What challenges does this type of show place on your actors and how do you get them to rise to it?

In the beginning it was very frightening to be so close to a member of the audience. We had to think about what the audience might do to us. We have had incidents where some rich guy from Cork gets a reaction from one Ad Lib and then he's gone for the night. He keeps wanting to make the people at his table laugh and not enjoy the show as much. And that can be difficult, if they get really, really drunk and they don't listen as much or if the show moves too much into the audience. So you sometimes have to give out to them... in character of course. We would rather have an audience that we are just about keeping control of though, because that adds to the fun. You have to plunge into that wave as an actor and just ride it. There is no division. You are in it.

Tell me about your forthcoming productions?

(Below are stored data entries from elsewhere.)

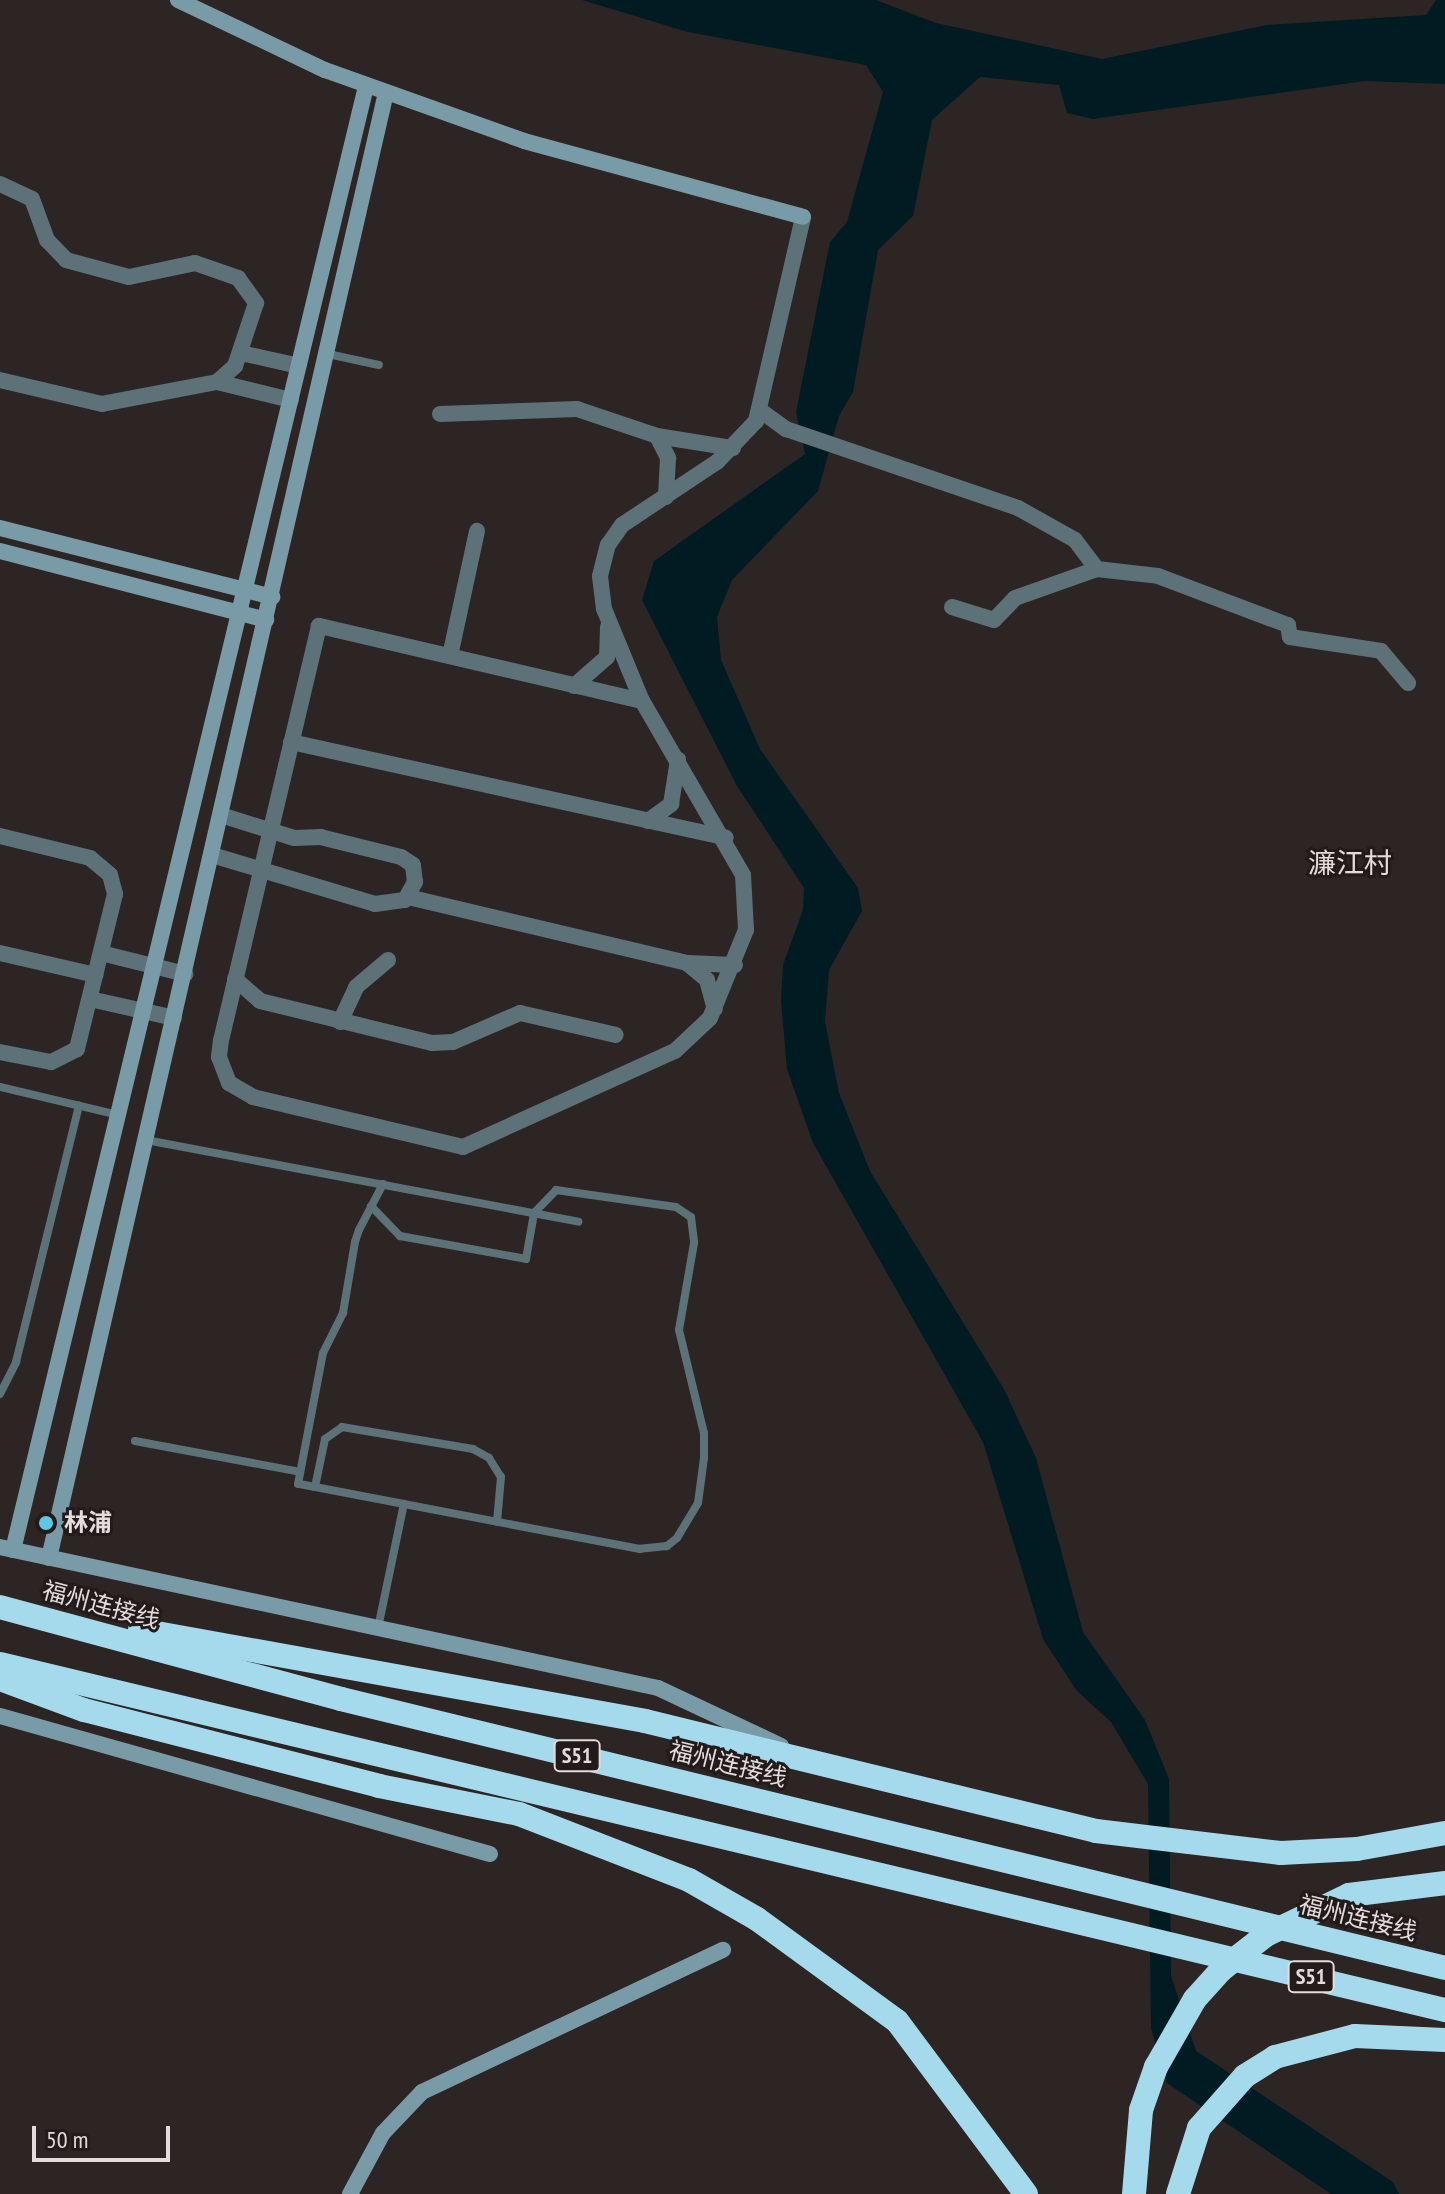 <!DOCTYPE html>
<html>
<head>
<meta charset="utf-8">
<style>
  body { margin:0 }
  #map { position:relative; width:1445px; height:2194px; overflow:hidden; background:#2d2424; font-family:"PT Sans Narrow","Noto Sans SC",sans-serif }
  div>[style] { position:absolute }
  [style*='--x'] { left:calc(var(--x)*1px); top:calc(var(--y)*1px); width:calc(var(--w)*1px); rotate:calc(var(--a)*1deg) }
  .water>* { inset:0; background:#011b23 }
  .lane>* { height:8px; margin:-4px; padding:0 4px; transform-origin:4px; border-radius:4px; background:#5c7178 }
  .street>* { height:16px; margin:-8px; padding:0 8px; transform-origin:8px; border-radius:8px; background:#5c7178 }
  .secondary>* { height:16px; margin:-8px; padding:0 8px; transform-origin:8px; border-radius:8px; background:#799ba7 }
  .highway>* { height:24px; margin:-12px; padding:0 12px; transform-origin:12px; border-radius:12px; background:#a4daec }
  .highway-bridge>* { height:24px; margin:-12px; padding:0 12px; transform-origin:12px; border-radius:12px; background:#a4daec }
  .dots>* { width:22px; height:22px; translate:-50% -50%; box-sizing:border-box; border:4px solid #231b1a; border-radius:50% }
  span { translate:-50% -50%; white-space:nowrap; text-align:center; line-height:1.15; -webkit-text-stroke:6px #231b1a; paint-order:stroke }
  .shield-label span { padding:2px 6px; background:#231b1a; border:2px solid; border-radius:6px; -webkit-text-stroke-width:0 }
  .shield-label { font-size:22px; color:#e2dcdc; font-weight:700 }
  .poi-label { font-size:24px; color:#e2dcdc; font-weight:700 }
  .left { translate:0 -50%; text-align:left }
  .street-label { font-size:24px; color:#e2dcdc }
  .quarter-label { font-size:28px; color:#e5d9d9 }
  .scale { position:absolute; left:32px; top:2126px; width:138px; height:36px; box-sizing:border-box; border:4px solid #e2dcdc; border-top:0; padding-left:10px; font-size:24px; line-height:28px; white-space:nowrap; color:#e2dcdc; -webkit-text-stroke:6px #231b1a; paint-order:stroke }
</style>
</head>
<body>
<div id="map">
  <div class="water">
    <div style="clip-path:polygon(582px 0,876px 0,936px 23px,1102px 59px,1267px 25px,1426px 15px,1436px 0,1445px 0,1445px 84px,1365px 81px,1093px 119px,1067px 113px,1059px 85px,980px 77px,932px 120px,913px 216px,878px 250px,853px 392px,839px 416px,818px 491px,732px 580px,717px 617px,721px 660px,760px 749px,858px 888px,862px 911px,829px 970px,825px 1022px,839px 1093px,870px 1171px,1004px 1389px,1036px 1458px,1083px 1632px,1145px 1720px,1169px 1779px,1171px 1976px,1196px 2051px,1393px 2182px,1399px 2194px,1331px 2194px,1167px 2083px,1151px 2028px,1148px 1784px,1111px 1722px,1077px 1691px,1043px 1639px,983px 1442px,813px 1143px,787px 1069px,781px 1001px,783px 965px,803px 910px,804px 888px,737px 786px,642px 600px,654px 561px,805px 454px,796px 412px,830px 242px,847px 222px,883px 92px,866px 65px,688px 32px)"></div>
  </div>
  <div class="lane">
    <div style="--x:328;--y:354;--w:52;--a:12.2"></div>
    <div style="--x:0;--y:1087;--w:121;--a:13.3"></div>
    <div style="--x:146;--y:1140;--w:440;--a:10.7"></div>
    <div style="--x:371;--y:1206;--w:42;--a:46"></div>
    <div style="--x:400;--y:1236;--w:128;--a:10.3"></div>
    <div style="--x:526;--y:1259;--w:47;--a:-80.1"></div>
    <div style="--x:534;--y:1213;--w:32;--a:-46"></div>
    <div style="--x:556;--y:1190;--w:121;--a:8.1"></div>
    <div style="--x:676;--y:1207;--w:18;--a:34"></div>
    <div style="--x:691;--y:1217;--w:26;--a:83"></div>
    <div style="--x:694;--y:1243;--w:88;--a:99.8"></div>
    <div style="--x:679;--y:1330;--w:106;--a:76.4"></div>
    <div style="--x:704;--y:1433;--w:25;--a:90"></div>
    <div style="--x:704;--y:1458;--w:45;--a:97.6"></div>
    <div style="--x:698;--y:1503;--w:41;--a:121"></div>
    <div style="--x:677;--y:1538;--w:13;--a:141"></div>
    <div style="--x:667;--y:1546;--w:27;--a:174"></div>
    <div style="--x:640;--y:1549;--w:348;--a:-169.2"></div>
    <div style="--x:298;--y:1484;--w:133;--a:-79.2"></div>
    <div style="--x:323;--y:1353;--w:45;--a:-63.4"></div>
    <div style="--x:343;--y:1313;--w:72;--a:-80.4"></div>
    <div style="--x:355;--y:1242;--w:13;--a:-72"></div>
    <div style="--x:359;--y:1230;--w:52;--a:-62.4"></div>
    <div style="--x:0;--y:1394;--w:36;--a:-63"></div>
    <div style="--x:16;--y:1362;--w:264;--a:-76.2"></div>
    <div style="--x:135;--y:1441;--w:168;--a:10.6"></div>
    <div style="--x:315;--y:1487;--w:49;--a:-78.2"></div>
    <div style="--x:325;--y:1439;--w:21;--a:-35"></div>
    <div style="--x:342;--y:1427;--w:133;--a:9.5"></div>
    <div style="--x:473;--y:1449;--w:18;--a:29"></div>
    <div style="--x:489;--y:1458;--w:22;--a:58"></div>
    <div style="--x:501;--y:1477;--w:45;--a:95.1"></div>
    <div style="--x:378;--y:1628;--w:127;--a:-78.2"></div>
  </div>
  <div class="street">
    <div style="--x:0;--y:184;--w:35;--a:25"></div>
    <div style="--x:32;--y:199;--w:44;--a:69.9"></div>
    <div style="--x:47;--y:240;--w:28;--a:46"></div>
    <div style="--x:66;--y:260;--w:65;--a:15.1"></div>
    <div style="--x:129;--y:277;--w:67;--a:-12"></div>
    <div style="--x:195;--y:263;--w:46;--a:19.2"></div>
    <div style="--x:238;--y:278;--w:31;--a:54"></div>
    <div style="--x:256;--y:303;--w:66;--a:108.4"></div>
    <div style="--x:235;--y:366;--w:24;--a:138"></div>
    <div style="--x:217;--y:382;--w:117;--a:169.2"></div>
    <div style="--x:102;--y:404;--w:105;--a:-166.8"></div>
    <div style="--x:241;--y:353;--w:59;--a:12.6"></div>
    <div style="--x:217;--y:382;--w:76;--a:13.7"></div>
    <div style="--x:761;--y:411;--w:31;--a:36"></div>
    <div style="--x:786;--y:429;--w:245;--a:18.8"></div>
    <div style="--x:1018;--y:508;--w:65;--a:29.3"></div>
    <div style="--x:1075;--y:540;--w:36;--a:53"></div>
    <div style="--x:1097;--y:569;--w:61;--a:6.5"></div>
    <div style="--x:1158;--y:576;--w:139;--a:20.7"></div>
    <div style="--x:1288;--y:625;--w:12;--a:81"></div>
    <div style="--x:1290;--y:637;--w:92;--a:8.7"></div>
    <div style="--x:1381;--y:651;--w:42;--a:49.8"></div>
    <div style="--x:440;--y:414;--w:137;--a:-2.1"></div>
    <div style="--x:577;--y:409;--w:84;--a:18.6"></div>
    <div style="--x:657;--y:436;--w:77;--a:9"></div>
    <div style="--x:657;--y:436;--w:25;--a:63"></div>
    <div style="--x:668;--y:458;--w:39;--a:93"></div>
    <div style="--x:952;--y:607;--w:44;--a:17.2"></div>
    <div style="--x:994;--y:620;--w:30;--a:-46"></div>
    <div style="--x:1015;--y:598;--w:87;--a:-19.5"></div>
    <div style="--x:450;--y:656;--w:128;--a:-77.8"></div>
    <div style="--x:574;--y:686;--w:44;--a:-41.3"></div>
    <div style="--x:607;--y:657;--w:30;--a:-88"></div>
    <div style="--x:642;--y:701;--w:332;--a:-166.9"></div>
    <div style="--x:319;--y:626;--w:425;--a:103.3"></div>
    <div style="--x:221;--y:1040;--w:17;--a:97"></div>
    <div style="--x:219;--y:1057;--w:28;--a:69"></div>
    <div style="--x:229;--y:1083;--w:28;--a:30"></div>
    <div style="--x:253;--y:1097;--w:216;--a:13.4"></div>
    <div style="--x:463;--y:1147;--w:233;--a:-24.4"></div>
    <div style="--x:675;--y:1051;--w:48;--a:-43.3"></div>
    <div style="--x:710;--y:1018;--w:95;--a:-67.8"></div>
    <div style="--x:746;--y:930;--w:55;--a:-93.1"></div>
    <div style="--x:743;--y:875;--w:201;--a:-120.1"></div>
    <div style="--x:642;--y:701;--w:100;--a:-112.4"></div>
    <div style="--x:604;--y:609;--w:33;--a:-97"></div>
    <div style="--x:600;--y:576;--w:32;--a:-76"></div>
    <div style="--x:608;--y:545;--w:24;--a:-55"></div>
    <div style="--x:622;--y:525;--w:114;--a:-33.6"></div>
    <div style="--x:717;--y:462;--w:57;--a:-46.4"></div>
    <div style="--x:756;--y:421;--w:209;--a:-77"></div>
    <div style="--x:291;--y:742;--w:445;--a:12.4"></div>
    <div style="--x:648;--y:821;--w:29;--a:-36"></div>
    <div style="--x:671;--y:804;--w:45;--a:-81"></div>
    <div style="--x:0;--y:836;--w:93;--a:13.7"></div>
    <div style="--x:90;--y:858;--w:26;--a:40"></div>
    <div style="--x:110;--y:875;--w:20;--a:75"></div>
    <div style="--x:115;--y:894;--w:160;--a:103.8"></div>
    <div style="--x:77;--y:1049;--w:29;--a:153"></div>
    <div style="--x:51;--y:1062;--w:52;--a:-168.9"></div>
    <div style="--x:212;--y:855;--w:170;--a:16.7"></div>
    <div style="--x:375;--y:904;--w:30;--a:-8"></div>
    <div style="--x:405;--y:900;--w:21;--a:-61"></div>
    <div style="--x:415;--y:882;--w:17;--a:-97"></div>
    <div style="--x:413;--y:865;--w:14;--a:-146"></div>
    <div style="--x:401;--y:857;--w:82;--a:-166"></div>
    <div style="--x:321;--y:837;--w:27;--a:178"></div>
    <div style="--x:294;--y:838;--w:77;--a:-162.5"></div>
    <div style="--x:408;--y:897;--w:287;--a:13.3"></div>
    <div style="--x:687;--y:963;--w:48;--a:2.4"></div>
    <div style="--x:0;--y:953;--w:98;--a:13"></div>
    <div style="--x:101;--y:953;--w:87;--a:14"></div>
    <div style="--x:687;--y:963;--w:26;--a:40"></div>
    <div style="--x:707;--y:980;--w:30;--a:75"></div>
    <div style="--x:235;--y:979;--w:33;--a:41"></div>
    <div style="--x:260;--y:1001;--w:177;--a:13.7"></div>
    <div style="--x:432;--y:1043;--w:21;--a:-3"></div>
    <div style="--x:453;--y:1042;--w:73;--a:-23.4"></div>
    <div style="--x:520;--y:1013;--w:98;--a:12.9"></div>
    <div style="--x:90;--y:999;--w:86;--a:12.7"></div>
    <div style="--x:340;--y:1022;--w:38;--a:-65"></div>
    <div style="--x:356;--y:987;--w:42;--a:-40.2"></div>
  </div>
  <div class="secondary">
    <div style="--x:178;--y:0;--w:163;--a:25.5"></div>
    <div style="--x:325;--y:70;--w:211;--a:19.6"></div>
    <div style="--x:524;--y:141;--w:289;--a:15.2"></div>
    <div style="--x:0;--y:528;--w:281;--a:14.2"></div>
    <div style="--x:0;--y:551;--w:275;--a:14.5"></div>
    <div style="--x:0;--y:1547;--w:673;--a:12.09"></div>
    <div style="--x:658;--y:1688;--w:136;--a:25.2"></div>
    <div style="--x:13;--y:1550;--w:1506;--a:-76.44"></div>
    <div style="--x:49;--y:1558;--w:1503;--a:-77.05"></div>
    <div style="--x:0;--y:1716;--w:509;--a:15.73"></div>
    <div style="--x:350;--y:2194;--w:69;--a:-61.6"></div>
    <div style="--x:383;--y:2133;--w:57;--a:-46.4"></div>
    <div style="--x:422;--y:2092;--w:333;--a:-25.3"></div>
  </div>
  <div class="highway">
    <div style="--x:0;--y:1607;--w:353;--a:15.1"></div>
    <div style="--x:341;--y:1699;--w:1136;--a:13.69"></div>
    <div style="--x:140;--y:1630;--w:513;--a:10.21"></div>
    <div style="--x:645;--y:1721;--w:464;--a:13.7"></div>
    <div style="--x:1096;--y:1831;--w:186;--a:6.8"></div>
    <div style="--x:1281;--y:1853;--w:76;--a:-3"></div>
    <div style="--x:1357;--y:1849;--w:89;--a:-10.3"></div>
    <div style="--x:0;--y:1664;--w:1486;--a:13.47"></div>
    <div style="--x:0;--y:1679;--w:90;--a:20.3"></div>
    <div style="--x:84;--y:1710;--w:305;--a:14.4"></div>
    <div style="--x:379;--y:1786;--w:143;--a:11.3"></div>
    <div style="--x:519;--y:1814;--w:182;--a:21.2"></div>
    <div style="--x:689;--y:1880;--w:78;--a:29.8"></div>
    <div style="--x:757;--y:1919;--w:173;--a:36.1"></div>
    <div style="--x:897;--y:2021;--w:216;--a:53.3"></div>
    <div style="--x:1178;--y:2194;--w:69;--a:-72.3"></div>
    <div style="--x:1199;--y:2128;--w:69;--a:-48.5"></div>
    <div style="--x:1245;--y:2076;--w:36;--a:-32"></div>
    <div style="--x:1275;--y:2057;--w:83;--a:-14.7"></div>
    <div style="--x:1355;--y:2036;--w:90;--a:2.5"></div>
  </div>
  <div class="highway-bridge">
    <div style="--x:1134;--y:2194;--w:84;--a:-85.2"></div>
    <div style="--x:1141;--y:2110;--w:46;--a:-70.8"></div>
    <div style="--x:1156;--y:2067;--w:78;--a:-60.2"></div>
    <div style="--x:1195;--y:1999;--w:39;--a:-48"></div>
    <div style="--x:1221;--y:1970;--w:57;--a:-37.9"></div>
    <div style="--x:1266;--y:1935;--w:92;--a:-25.7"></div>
    <div style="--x:1349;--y:1895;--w:97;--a:-7.1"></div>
  </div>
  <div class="dots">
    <div style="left:46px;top:1523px;background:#5cc7e7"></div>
  </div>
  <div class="shield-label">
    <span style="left:577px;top:1756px">S51</span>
    <span style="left:1311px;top:1977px">S51</span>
  </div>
  <div class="poi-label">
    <span class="left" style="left:64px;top:1523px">林浦</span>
  </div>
  <div class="street-label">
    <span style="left:101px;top:1605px;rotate:15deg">福州连接线</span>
    <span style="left:728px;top:1764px;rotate:14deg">福州连接线</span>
    <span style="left:1358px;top:1918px;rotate:14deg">福州连接线</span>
  </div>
  <div class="quarter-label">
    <span style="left:1350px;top:863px">濂江村</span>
  </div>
  <div class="scale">50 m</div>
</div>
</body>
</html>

We are in the process or rehearsing a show called Sylvia's Quest, which we are presenting as a work in progress this summer. It's a very ambitious, different project. It's about a Bulgarian teenager in Dublin. She has had many worlds, not just the real world, and she takes the audience out into Temple Bar and shares these fantasy worlds with them. The audience wear headphones so they get all these sounds and characters as well as the extracts given in person. We are experimenting with that during the Made in Temple Bar Festival.

La Locandiera runs in Il Bacarro until July 21st

Wonderland Theatre are developing it through a number of work in progress showings for it to open in July 2012.